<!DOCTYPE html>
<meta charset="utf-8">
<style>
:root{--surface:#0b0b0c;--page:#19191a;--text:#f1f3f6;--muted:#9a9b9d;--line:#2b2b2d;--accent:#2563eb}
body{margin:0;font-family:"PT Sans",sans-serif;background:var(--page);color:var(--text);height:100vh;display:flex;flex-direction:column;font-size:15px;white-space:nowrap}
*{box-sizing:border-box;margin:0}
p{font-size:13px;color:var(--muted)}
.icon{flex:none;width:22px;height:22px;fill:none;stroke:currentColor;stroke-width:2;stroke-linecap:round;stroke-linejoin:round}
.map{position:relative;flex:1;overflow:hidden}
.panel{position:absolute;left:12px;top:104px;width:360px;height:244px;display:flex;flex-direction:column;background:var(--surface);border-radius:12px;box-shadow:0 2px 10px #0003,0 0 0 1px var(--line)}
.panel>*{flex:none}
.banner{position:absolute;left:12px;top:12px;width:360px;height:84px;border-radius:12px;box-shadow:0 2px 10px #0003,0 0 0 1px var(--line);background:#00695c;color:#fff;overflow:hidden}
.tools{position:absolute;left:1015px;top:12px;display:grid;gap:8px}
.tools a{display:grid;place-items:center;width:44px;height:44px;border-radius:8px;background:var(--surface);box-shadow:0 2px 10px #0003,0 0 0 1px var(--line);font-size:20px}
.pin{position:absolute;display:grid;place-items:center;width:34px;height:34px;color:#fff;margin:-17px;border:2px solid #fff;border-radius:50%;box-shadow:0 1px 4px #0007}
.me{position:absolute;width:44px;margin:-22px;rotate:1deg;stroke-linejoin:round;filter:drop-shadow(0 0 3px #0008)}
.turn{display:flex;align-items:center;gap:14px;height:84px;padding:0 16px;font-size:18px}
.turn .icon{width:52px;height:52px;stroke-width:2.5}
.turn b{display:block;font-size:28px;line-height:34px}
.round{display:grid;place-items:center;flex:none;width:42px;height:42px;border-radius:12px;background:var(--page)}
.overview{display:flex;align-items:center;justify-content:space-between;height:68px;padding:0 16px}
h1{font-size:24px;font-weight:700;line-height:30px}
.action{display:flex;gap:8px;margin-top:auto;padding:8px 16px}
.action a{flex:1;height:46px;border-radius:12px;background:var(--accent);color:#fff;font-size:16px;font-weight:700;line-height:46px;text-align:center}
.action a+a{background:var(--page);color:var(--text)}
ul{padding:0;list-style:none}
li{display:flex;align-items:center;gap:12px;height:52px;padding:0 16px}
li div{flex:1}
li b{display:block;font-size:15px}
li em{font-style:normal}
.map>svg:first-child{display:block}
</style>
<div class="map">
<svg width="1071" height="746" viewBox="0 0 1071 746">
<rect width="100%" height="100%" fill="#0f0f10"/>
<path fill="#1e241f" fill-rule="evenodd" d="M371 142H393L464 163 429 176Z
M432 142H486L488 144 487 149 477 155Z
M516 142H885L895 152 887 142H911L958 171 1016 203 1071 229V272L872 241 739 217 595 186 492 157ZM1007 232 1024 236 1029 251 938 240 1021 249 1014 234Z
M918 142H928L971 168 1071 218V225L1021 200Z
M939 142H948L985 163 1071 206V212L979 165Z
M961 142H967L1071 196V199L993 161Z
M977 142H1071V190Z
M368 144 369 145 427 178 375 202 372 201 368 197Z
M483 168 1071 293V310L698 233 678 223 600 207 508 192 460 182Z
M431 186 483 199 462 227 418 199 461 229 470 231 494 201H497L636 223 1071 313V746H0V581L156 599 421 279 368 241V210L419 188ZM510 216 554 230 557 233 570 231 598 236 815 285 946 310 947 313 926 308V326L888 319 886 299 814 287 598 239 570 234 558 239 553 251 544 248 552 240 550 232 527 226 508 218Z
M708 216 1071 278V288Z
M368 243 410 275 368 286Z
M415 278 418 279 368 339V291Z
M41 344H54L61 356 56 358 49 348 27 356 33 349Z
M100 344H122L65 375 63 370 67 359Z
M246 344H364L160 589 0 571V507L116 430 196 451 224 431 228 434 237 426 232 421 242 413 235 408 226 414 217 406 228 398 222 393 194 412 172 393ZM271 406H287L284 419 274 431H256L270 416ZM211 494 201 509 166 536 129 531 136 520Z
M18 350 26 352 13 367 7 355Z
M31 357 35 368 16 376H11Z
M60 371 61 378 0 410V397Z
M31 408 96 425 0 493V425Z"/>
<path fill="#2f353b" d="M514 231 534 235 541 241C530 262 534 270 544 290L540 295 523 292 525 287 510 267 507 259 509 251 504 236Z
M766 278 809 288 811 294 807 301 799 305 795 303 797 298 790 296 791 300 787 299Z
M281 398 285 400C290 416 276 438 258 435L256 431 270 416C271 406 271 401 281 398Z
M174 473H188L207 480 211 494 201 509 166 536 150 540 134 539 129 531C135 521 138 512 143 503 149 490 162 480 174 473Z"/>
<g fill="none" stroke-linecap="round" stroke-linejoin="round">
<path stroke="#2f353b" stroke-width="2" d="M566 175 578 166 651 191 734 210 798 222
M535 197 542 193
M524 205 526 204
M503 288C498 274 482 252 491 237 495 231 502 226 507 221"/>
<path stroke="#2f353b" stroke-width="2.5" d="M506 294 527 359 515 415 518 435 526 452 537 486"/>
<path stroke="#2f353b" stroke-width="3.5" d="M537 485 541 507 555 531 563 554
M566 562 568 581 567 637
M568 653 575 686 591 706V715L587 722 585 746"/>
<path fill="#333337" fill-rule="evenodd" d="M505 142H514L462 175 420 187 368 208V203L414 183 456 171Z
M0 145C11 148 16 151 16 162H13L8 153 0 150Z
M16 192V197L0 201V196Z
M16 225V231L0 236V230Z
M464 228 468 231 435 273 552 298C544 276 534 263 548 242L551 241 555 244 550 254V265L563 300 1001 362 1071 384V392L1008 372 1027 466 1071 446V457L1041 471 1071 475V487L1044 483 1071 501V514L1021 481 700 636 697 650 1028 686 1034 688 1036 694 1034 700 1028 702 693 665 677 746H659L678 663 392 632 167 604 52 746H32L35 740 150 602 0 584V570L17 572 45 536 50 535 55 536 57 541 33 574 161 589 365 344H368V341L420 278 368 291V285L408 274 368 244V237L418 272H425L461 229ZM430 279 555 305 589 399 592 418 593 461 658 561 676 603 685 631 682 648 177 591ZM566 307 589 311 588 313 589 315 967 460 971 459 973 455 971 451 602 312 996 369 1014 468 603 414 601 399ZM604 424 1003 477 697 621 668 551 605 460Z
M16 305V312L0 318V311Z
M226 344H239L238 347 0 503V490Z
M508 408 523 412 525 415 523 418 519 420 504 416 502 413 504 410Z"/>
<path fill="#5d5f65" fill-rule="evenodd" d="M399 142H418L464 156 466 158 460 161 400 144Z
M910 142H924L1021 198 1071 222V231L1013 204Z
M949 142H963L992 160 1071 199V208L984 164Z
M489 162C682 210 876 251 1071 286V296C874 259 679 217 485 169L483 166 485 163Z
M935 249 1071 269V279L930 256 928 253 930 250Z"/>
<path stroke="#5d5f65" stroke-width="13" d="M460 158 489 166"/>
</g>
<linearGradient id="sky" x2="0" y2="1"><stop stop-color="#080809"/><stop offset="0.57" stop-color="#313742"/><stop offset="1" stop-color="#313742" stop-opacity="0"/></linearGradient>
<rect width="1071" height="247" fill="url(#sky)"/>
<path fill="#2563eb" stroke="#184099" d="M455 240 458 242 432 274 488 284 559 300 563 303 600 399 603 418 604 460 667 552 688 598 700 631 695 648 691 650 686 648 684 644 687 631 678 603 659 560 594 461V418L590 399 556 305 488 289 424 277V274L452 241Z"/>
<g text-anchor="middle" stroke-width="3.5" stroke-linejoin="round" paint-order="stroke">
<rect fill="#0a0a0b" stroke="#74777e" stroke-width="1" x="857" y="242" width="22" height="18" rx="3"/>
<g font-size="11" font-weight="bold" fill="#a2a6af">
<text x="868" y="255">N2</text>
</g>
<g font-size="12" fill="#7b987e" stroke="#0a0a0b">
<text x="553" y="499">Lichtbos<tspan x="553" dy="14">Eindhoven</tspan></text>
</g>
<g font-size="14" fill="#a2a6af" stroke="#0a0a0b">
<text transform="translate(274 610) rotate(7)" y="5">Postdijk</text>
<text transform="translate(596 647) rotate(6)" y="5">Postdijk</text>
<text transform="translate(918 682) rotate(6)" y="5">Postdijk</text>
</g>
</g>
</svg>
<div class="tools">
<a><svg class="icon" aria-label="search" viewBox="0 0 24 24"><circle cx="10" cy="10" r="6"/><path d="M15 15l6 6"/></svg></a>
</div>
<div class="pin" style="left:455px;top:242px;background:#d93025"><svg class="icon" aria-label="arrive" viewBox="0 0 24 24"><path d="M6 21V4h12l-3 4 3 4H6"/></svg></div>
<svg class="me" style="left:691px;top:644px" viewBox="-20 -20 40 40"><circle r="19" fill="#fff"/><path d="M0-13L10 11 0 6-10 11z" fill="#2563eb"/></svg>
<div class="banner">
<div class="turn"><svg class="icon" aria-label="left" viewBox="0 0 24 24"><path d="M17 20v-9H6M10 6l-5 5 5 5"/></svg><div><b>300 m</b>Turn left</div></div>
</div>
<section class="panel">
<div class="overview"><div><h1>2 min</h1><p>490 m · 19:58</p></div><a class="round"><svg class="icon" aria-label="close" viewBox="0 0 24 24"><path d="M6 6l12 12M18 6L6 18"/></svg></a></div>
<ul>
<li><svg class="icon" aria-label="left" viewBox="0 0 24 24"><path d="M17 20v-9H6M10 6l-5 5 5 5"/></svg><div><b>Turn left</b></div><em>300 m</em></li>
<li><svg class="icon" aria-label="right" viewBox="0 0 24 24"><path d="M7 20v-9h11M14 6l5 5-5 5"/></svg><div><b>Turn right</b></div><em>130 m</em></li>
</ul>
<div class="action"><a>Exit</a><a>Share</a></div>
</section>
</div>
********
◆ Description of the task
Only lines of the material that contain the word "linecap" belong in the answer; copy each one.

◆ Result for this exercise
.icon{flex:none;width:22px;height:22px;fill:none;stroke:currentColor;stroke-width:2;stroke-linecap:round;stroke-linejoin:round}
<g fill="none" stroke-linecap="round" stroke-linejoin="round">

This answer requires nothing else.